By Simson L. Garfinkel, Ph.D.
ACM Queue vol. 5, no. 7
A computer used by Al Qaeda ends up in the hands of a Wall Street
Journal reporter. A laptop from Iran is discovered that contains details
of that country's nuclear weapons program. Photographs and videos are
downloaded from terrorist Web sites.
As evidenced by these and countless other cases, digital documents and
storage devices hold the key to many ongoing military and criminal
investigations. The most straightforward approach to using these media
and documents is to explore them with ordinary tools - open the word
files with Microsoft Word, view the Web pages with Internet Explorer,
and so on.
Although this straightforward approach is easy to understand, it can
miss a lot. Deleted and invisible files can be made visible using basic
forensic tools. Programs called carvers can locate information that
isn't even a complete file and turn it into a form that can be readily
processed. Detailed examination of e-mail headers and log files can
reveal where a computer was used and other computers with which it came
into contact. Linguistic tools can discover multiple documents that
refer to the same individuals, even though names in the different
documents have different spellings and are in different human languages.
Data-mining techniques such as cross-drive analysis can reconstruct
social networks - automatically determining, for example, if the
computer's previous user was in contact with known terrorists. This sort
of advanced analysis is the stuff of DOMEX, the little-known
intelligence practice of document and media exploitation.
The U.S. intelligence community defines DOMEX as "the processing,
translation, analysis, and dissemination of collected hard-copy
documents and electronic media, which are under the U.S. government's
physical control and are not publicly available."1 That definition goes
on to exclude "the handling of documents and media during the
collection, initial review, and inventory process." DOMEX is not about
being a digital librarian; it's about being a digital detective.

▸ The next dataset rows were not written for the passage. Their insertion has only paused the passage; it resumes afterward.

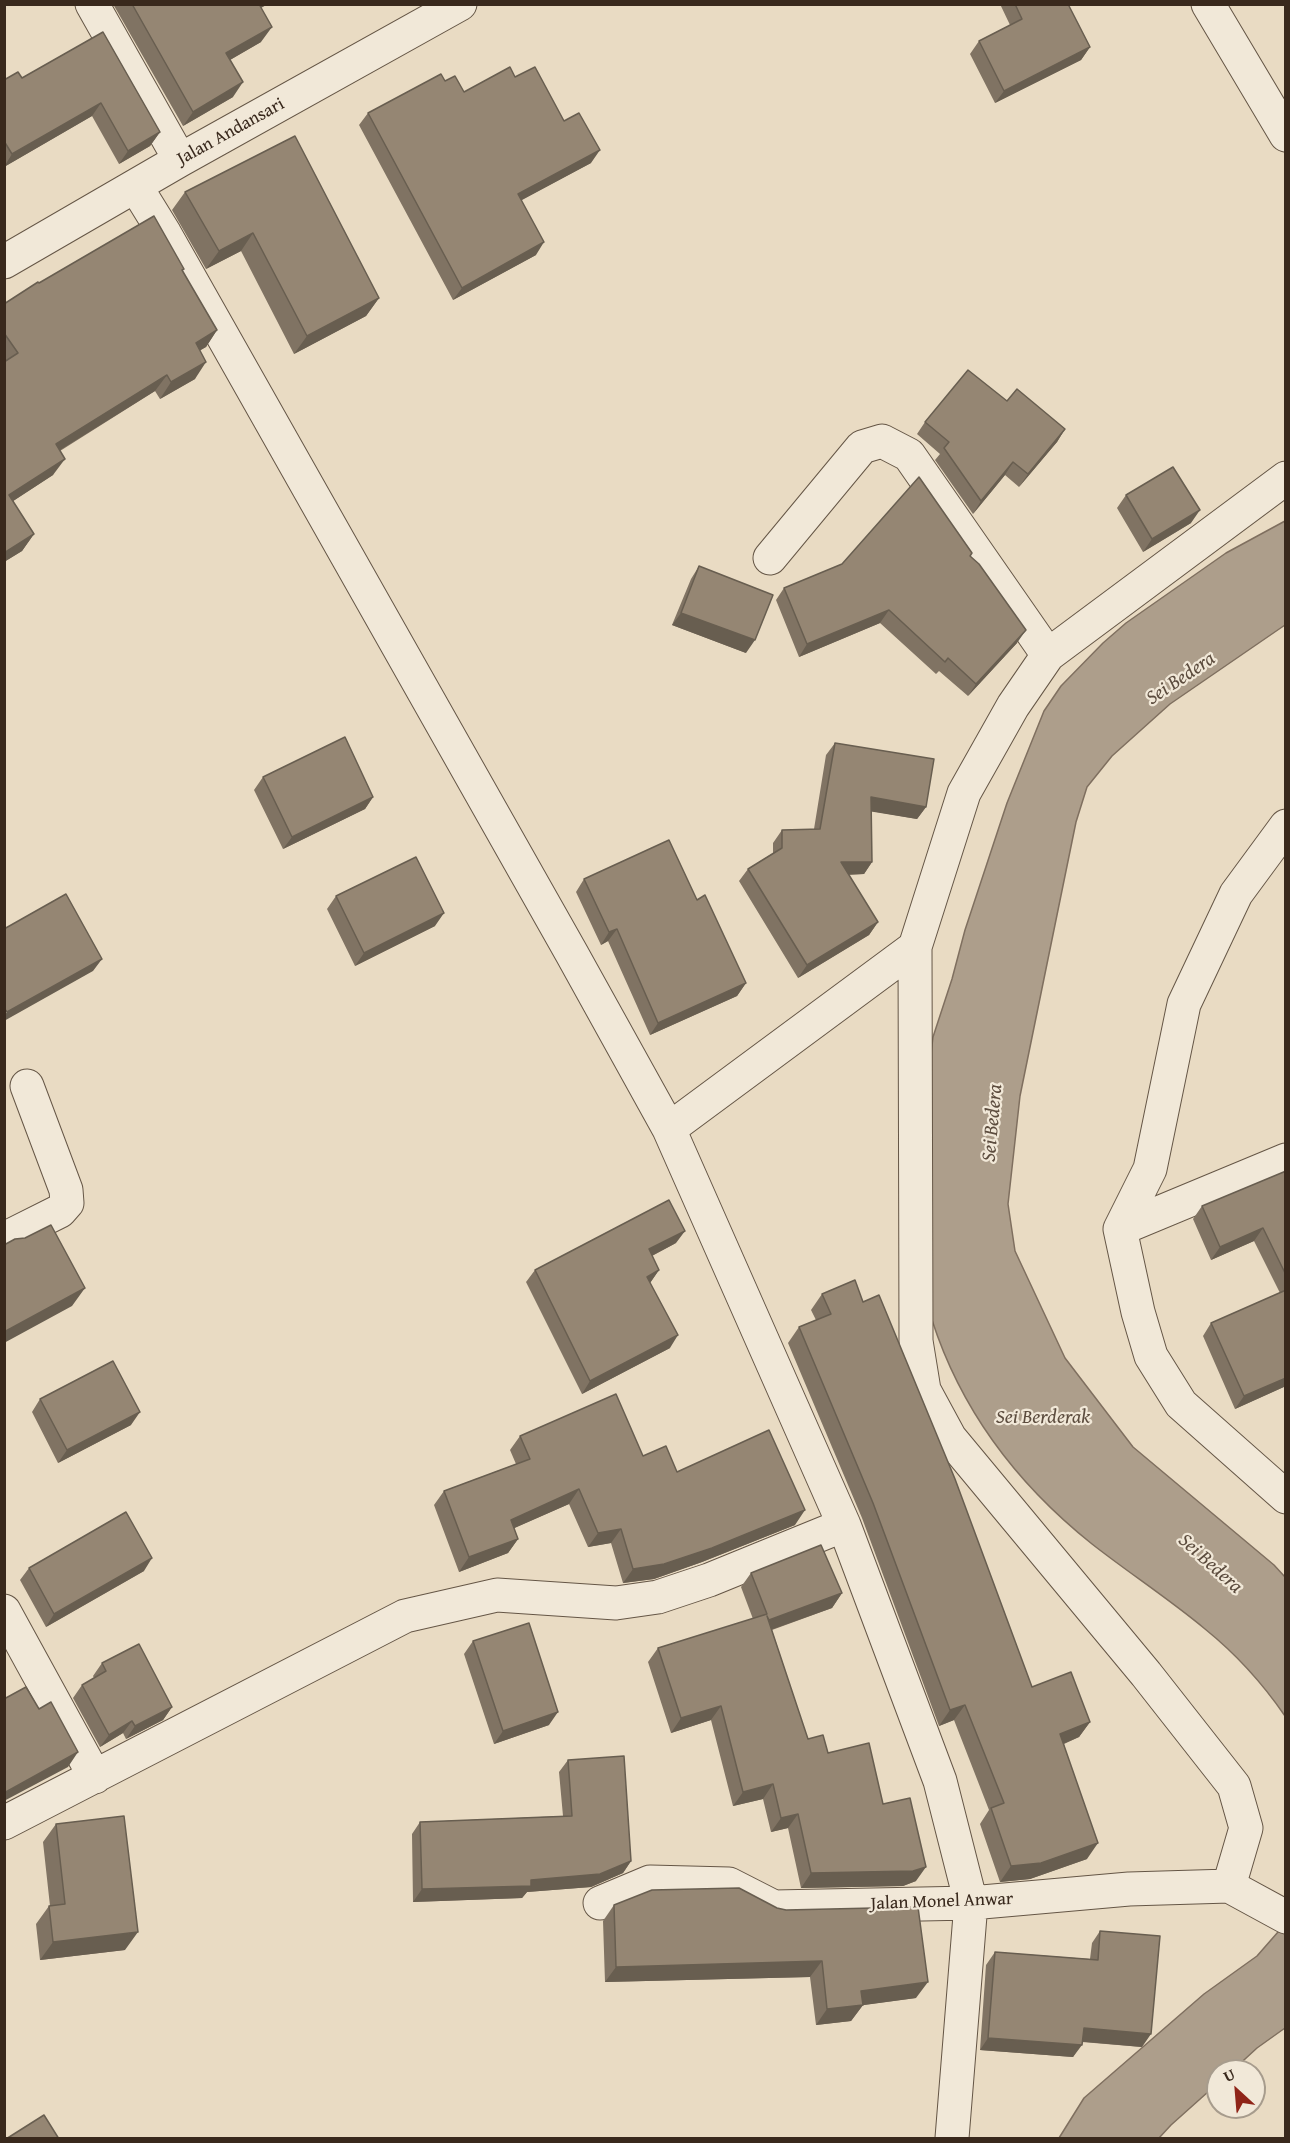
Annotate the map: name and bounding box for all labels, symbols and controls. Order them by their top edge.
street label: Jalan Andansari [174,94,288,170]
water label: Sei Bedera [1142,647,1220,711]
water label: Sei Bedera [978,1083,1008,1163]
water label: Sei Berderak [996,1406,1090,1430]
water label: Sei Bedera [1173,1529,1247,1599]
street label: Jalan Monel Anwar [870,1889,1014,1915]
north arrow [1206,2059,1266,2119]
text: U [1219,2061,1239,2088]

Although very little has been disclosed about the government's DOMEX
activities, in recent years academic researchers - particularly those
concerned with electronic privacy - have learned a great deal about the
general process of electronic document and media exploitation. My
interest in DOMEX started while studying data left on hard drives and
memory sticks after files had been deleted or the media had been
"formatted." I built a system to automatically copy the data off the
hard drives, store it on a server, and search for confidential
information. In the process I built a rudimentary DOMEX system. Other
recent academic research in the fields of computer forensics, data
recovery, machine translation, and data mining is also directly
applicable to DOMEX.
This article introduces electronic document and media exploitation from
that academic perspective. It presents a model for performing this kind
of exploitation and discusses some of the relevant academic research.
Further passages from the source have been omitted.